Despite the White House's statement, there have actually been no studies indicating a correlation between video game violence and real violence.
Melissa Henson, program director for the PTC, said in a conference call today that "the tone in the meeting was information-gathering. It was a fact-finding meeting." Attendees described the expected clash of views, with the gaming people standing by the ratings system and saying games aren't the problem, while the violent-game critics asserting that violent games are bad for kids.
Asked by Kotaku if the President said anything surprising or impressive, she said, "No, not in particular. He was asking questions, genuinely interested in hearing from all sides and getting all perspectives."
The most provocative thing about the meeting may have been the presentation of an 88-second reel of footage from violent video games. It contains footage from M-rated games such as Wolfenstein, Fallout 4 and Call of Duty, including the notorious No Russian mission that allowed players to witness or participate in a massacre of civilians at an airport. The video is currently hosted on the White House's YouTube page, unlisted. The clips appear to be ripped from YouTubers' footage of the game as well as from the gaming outlet Giant Bomb.

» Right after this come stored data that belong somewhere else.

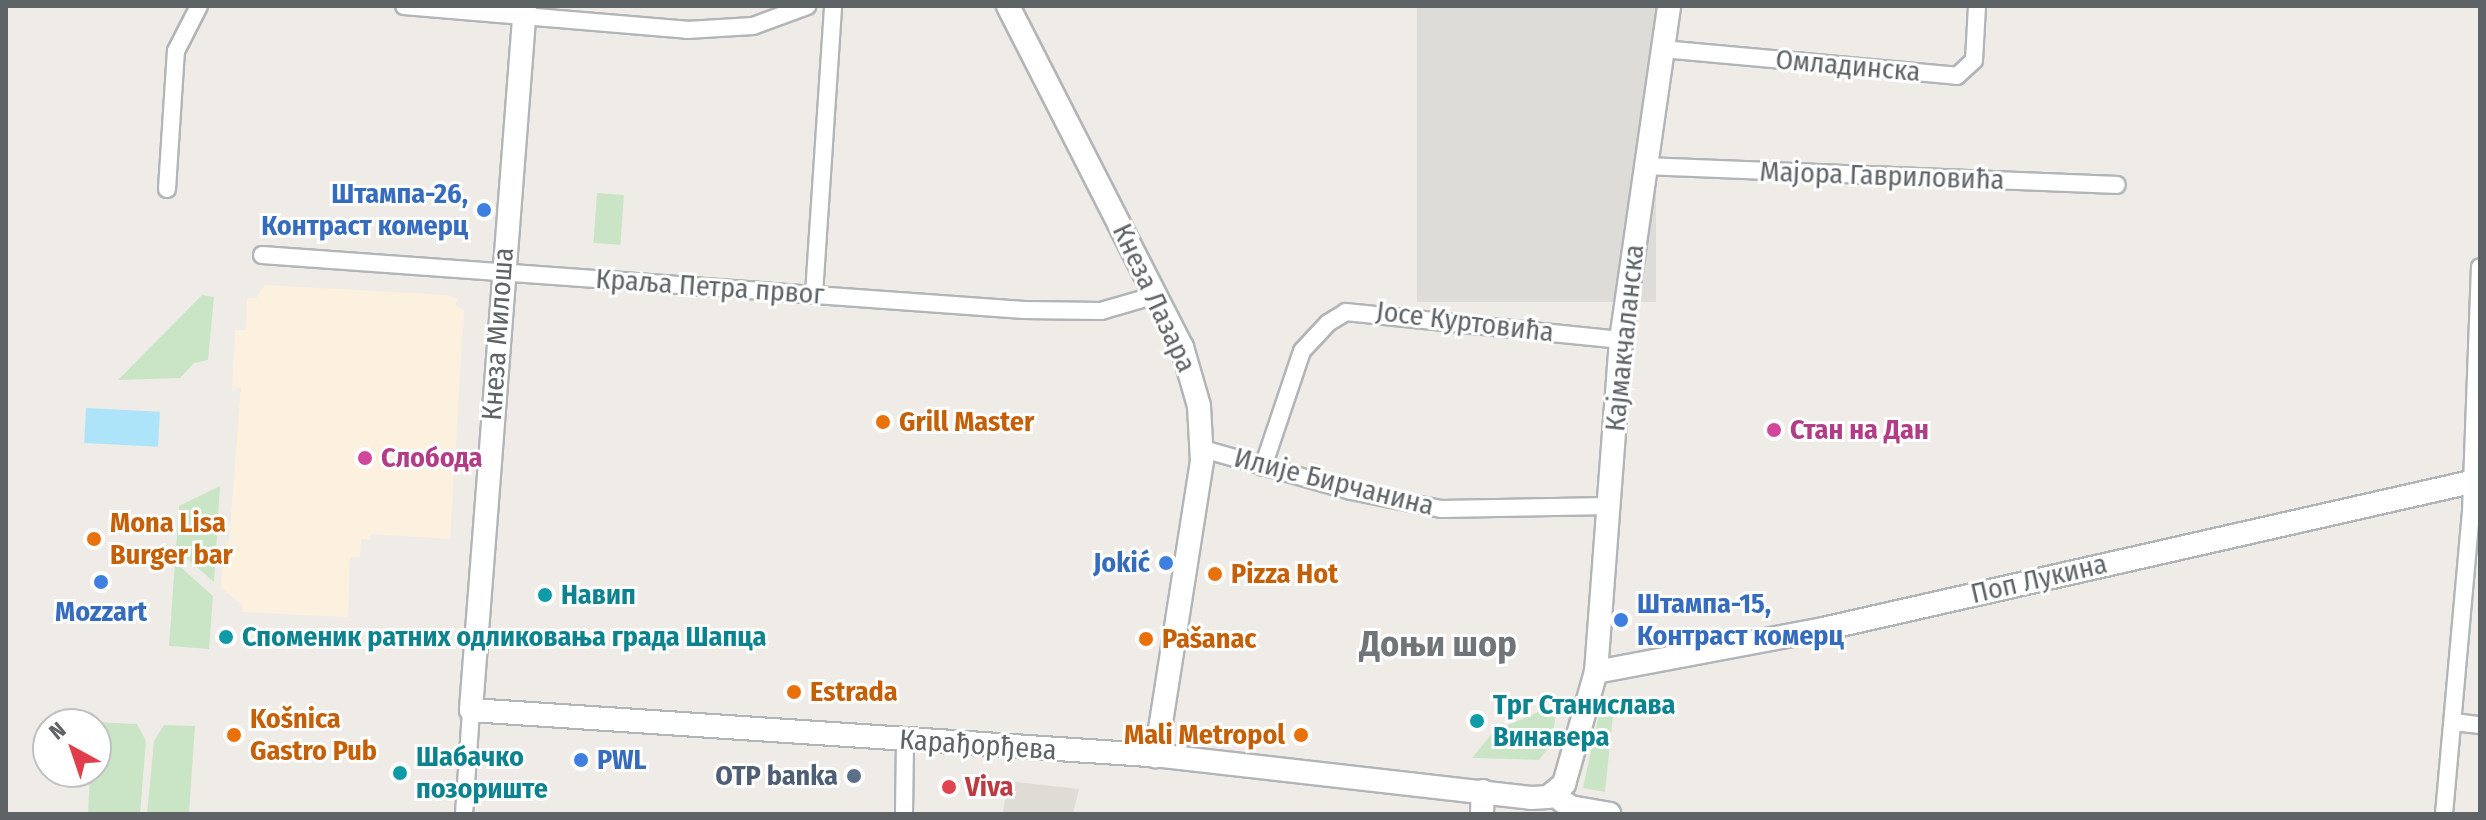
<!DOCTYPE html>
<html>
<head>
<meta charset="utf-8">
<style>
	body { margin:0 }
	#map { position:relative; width:2486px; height:820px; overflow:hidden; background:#efece7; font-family:"Fira Sans Condensed",sans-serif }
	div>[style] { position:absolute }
	.commercial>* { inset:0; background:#fcf1df }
	.industrial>* { inset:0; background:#dedcd9; transform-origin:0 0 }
	.education>* { inset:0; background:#dfdcd5 }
	.green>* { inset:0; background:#cae5c5; transform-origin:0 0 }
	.water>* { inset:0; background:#ade4fa; transform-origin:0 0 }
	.roads { filter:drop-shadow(2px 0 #b2b5b8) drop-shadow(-2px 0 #b2b5b8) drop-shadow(0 2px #b2b5b8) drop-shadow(0 -2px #b2b5b8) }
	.street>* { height:16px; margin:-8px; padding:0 8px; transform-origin:8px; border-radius:8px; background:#fff }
	.secondary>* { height:22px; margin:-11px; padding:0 11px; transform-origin:11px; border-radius:11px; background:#fff }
	.dots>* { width:22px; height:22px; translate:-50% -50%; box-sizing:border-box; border:4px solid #fff; border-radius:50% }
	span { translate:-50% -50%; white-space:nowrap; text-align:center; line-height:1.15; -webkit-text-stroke:6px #fff; paint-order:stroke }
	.street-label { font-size:28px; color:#5e6366 }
	.shop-label { font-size:28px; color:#366cbe; font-weight:700 }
	.right { translate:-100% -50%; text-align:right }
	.left { translate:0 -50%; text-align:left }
	.food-label { font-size:28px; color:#c56008; font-weight:700 }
	.hotel-label { font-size:28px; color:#b23c85; font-weight:700 }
	.culture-label { font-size:28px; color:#0d838f; font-weight:700 }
	.service-label { font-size:28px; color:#4e5e75; font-weight:700 }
	.health-label { font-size:28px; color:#be3a42; font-weight:700 }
	.district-label { font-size:36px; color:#6f7578; font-weight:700 }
	.frame { position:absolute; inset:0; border:8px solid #5e6366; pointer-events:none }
	.north { position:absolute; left:32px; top:708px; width:80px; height:80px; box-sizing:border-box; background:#fff; border:2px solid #bfc1c2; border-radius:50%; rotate:320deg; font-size:22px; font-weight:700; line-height:32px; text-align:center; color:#5e6366 }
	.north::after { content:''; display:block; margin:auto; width:28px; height:36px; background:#df3e4a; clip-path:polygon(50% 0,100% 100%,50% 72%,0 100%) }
</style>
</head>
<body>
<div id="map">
	<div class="commercial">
		<div style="clip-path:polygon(265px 285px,447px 295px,458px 299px,455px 305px,464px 310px,450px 539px,371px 534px,370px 540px,361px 539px,360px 557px,350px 557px,348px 617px,242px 612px,243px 605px,221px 588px,224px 546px,229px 543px,241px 387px,232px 390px,235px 330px,246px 330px,247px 298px,256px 298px)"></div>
	</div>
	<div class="industrial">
		<div style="left:1417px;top:6px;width:239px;height:296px"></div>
	</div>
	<div class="education">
		<div style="clip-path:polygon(1007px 781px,1079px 789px,1073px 814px,1003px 814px)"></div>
	</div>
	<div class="green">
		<div style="left:597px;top:193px;width:27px;height:50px;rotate:4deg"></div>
		<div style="clip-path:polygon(202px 295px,214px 297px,208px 360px,194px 363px,180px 378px,118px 380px)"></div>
		<div style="clip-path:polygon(220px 486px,214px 582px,176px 549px,179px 506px)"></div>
		<div style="clip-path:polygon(175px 562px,213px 596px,209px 649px,169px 646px)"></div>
		<div style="clip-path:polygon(1603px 696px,1615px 696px,1605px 792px,1583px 788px)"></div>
		<div style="clip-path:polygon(1550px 707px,1556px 712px,1552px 743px,1539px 760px,1472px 758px,1494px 731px)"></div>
		<div style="clip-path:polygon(93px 722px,137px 724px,146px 741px,140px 814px,88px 814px,90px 772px,96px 772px)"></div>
		<div style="clip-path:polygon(164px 725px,195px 726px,189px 814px,147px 814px,154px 741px)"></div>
	</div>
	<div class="water">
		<div style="left:86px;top:408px;width:74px;height:35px;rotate:3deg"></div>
	</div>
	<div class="roads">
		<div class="street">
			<div style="left:404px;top:6px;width:284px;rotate:4.8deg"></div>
			<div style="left:687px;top:30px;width:66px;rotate:-3.5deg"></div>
			<div style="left:753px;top:26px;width:58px;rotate:-20.3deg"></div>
			<div style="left:1662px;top:49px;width:296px;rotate:5.2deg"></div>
			<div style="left:1957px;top:76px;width:23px;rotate:-43deg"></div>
			<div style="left:1974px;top:60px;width:54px;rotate:-86.8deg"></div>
			<div style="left:1646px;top:166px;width:471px;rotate:2.3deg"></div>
			<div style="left:167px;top:189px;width:138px;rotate:-86.3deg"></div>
			<div style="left:176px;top:51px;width:51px;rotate:-62.9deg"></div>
			<div style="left:262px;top:255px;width:764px;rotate:4.13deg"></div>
			<div style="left:1024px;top:310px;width:77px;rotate:0.7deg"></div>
			<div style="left:1101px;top:311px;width:57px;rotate:-16.2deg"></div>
			<div style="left:814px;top:294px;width:289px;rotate:-86.2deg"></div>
			<div style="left:1203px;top:449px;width:154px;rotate:15.8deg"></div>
			<div style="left:1351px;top:491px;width:92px;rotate:11.3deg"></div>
			<div style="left:1441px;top:509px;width:169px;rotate:-1deg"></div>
			<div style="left:1263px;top:467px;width:122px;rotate:-71.4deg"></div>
			<div style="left:1302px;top:351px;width:38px;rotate:-47deg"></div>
			<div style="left:1328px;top:323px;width:21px;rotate:-31deg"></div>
			<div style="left:1346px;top:312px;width:276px;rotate:5.8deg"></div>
			<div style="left:2454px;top:722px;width:26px;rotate:7deg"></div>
			<div style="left:464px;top:814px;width:104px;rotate:-86.1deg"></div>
			<div style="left:904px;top:814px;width:74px;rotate:-89.2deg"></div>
			<div style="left:2444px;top:814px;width:303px;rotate:-84.9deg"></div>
			<div style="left:2471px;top:512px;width:245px;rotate:-87.9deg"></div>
		</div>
		<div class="secondary">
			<div style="left:525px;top:6px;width:706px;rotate:94.39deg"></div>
			<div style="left:471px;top:710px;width:694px;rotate:3.8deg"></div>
			<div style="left:1163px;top:756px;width:370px;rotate:6.5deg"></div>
			<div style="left:1531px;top:798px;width:17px;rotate:-3deg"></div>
			<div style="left:1548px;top:797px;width:21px;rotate:-39deg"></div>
			<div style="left:1564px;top:784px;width:116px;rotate:-74.1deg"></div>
			<div style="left:1596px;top:672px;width:333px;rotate:-85.7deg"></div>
			<div style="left:1621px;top:340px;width:337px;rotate:-81.8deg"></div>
			<div style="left:1008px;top:6px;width:383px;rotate:63deg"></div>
			<div style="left:1182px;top:347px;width:61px;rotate:73.9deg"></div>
			<div style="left:1199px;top:406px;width:55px;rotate:86.9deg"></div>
			<div style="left:1202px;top:461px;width:299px;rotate:98.9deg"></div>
			<div style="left:1596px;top:672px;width:231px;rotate:-10.7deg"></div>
			<div style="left:1823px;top:629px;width:674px;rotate:-12.78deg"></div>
			<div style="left:1553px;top:794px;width:21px;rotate:37deg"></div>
			<div style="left:1570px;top:807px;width:40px;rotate:10deg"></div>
			<div style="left:1482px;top:814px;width:23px;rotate:-88deg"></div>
		</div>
	</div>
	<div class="dots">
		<div style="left:484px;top:210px;background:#3f7fe0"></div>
		<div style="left:883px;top:422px;background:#e8710a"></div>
		<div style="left:1774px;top:430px;background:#d1479c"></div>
		<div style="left:365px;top:458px;background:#d1479c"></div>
		<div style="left:94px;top:539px;background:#e8710a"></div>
		<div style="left:1166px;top:563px;background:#3f7fe0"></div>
		<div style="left:1215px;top:574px;background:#e8710a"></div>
		<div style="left:101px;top:582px;background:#3f7fe0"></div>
		<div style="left:545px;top:595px;background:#0f9aa8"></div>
		<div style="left:1621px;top:620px;background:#3f7fe0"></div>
		<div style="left:226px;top:637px;background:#0f9aa8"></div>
		<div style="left:1146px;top:639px;background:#e8710a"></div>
		<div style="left:794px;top:692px;background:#e8710a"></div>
		<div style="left:1477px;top:721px;background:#0f9aa8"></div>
		<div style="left:234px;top:735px;background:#e8710a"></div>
		<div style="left:1301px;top:735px;background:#e8710a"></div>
		<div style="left:581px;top:760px;background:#3f7fe0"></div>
		<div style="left:400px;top:773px;background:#0f9aa8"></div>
		<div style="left:854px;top:776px;background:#5c6f8a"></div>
		<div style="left:949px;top:787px;background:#e0444e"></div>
	</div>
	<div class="street-label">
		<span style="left:1848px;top:66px;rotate:5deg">Омладинска</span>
		<span style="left:1882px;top:176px;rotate:2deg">Мајора Гавриловића</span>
		<span style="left:710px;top:287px;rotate:4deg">Краља Петра првог</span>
		<span style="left:1154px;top:298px;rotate:65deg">Кнеза Лазара</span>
		<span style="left:1465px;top:322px;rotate:7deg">Јосе Куртовића</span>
		<span style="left:498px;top:334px;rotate:-86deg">Кнеза Милоша</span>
		<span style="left:1625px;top:338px;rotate:-84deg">Кајмакчаланска</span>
		<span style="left:1334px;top:482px;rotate:14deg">Илије Бирчанина</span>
		<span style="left:2039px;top:579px;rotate:-13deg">Поп Лукина</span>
		<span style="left:978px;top:745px;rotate:4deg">Карађорђева</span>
	</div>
	<div class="shop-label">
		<span class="right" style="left:468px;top:210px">Штампа-26,<br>Контраст комерц</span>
		<span class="right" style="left:1150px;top:563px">Jokić</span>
		<span class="left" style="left:1637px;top:620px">Штампа-15,<br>Контраст комерц</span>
		<span style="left:101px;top:612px">Mozzart</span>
		<span class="left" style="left:597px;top:760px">PWL</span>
	</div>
	<div class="food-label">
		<span class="left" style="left:899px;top:422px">Grill Master</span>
		<span class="left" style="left:110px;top:539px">Mona Lisa<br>Burger bar</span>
		<span class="left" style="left:1231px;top:574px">Pizza Hot</span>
		<span class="left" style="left:1162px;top:639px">Pašanac</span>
		<span class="left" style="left:810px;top:692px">Estrada</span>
		<span class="left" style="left:250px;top:735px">Košnica<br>Gastro Pub</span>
		<span class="right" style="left:1285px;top:735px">Mali Metropol</span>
	</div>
	<div class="hotel-label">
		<span class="left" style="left:1790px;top:430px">Стан на Дан</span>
		<span class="left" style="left:381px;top:458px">Слобода</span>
	</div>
	<div class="culture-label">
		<span class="left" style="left:561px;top:595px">Навип</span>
		<span class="left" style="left:242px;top:637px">Споменик ратних одликовања града Шапца</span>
		<span class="left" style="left:1493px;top:721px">Трг Станислава<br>Винавера</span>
		<span class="left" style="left:416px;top:773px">Шабачко<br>позориште</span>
	</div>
	<div class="service-label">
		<span class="right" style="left:838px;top:776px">OTP banka</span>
	</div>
	<div class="health-label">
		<span class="left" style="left:965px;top:787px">Viva</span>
	</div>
	<div class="district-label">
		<span style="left:1438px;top:645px">Доњи шор</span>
	</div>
	<div class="frame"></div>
	<div class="north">N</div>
</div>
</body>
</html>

Early in the meeting, clips of violent games were displayed for the attendees to watch. "While the clips were playing, he was pointing out how violent those scenes were," Henson said of the president. "While he was doing that, there was silence around the room." Henson said she was unable to identify any of the games in the clips and, when asked, said no specific games were mentioned during the hour-long session.
The ESA did not offer any interviews regarding the meeting, sticking to a bland statement: "We welcomed the opportunity today to meet with the President and other elected officials at the White House. We discussed the numerous scientific studies establishing that there is no connection between video games and violence, First Amendment protection of video games, and how our industry's rating system effectively helps parents make informed entertainment choices. We appreciate the President's receptive and comprehensive approach to this discussion."
In prepared remarks, Henson noted: "What I heard in today's meeting is that the entertainment industry is still fighting to maintain the status quo and is not ready or willing to confront the impact that media violence has on our children."
While the PTC's position is that science shows that video games can cause aggression, there has been no scientifically proven link between games and violence, let alone school shootings. Decades of research has failed to come up with any correlation between violent video games and actual violence. The ESA, as well as many players of violent video games, have pointed out that violent games are popular globally but that gun violence is only rampant in the United States.
Even the PTC, in a conference call, ranked violent media (including movies and TV) as its third-leading contributor to gun violence, trailing access to guns by those who shouldn't have them, followed by mental health.
It's unclear what, if anything, will happen next. A similar listening session hosted in early 2013 by vice president Joe Biden following the Sandy Hook school massacre in the fall of 2012 went nowhere. This meeting, which ended just before Trump's announcement of his controversial steel tariffs, also concluded with a whimper. "We just sort of all shook hands," Henson said. " I think the door was left open for further conversations about this."
Representatives from Take Two and Bethesda did not reply to requests for comment by press time.